*Extracted data*:
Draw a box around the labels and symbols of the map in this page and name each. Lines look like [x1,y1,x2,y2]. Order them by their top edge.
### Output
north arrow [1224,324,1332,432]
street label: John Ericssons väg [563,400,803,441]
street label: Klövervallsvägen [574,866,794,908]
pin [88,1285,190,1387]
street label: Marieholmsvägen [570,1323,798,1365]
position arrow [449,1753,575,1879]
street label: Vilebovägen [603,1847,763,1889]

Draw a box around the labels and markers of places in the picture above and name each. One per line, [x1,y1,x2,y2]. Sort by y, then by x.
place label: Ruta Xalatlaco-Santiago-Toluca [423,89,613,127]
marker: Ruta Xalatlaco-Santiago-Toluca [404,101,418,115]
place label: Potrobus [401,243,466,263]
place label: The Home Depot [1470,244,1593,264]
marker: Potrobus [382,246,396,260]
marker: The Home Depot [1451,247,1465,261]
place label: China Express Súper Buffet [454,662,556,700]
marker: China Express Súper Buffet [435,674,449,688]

*What is required*: An exact retyping of the lines from the one with "Draw a box around the labels and markers" to the end of the material above, with both ends included and nothing added, is the required answer.

*Result of this exercise*:
Draw a box around the labels and markers of places in the picture above and name each. One per line, [x1,y1,x2,y2]. Sort by y, then by x.
place label: Ruta Xalatlaco-Santiago-Toluca [423,89,613,127]
marker: Ruta Xalatlaco-Santiago-Toluca [404,101,418,115]
place label: Potrobus [401,243,466,263]
place label: The Home Depot [1470,244,1593,264]
marker: Potrobus [382,246,396,260]
marker: The Home Depot [1451,247,1465,261]
place label: China Express Súper Buffet [454,662,556,700]
marker: China Express Súper Buffet [435,674,449,688]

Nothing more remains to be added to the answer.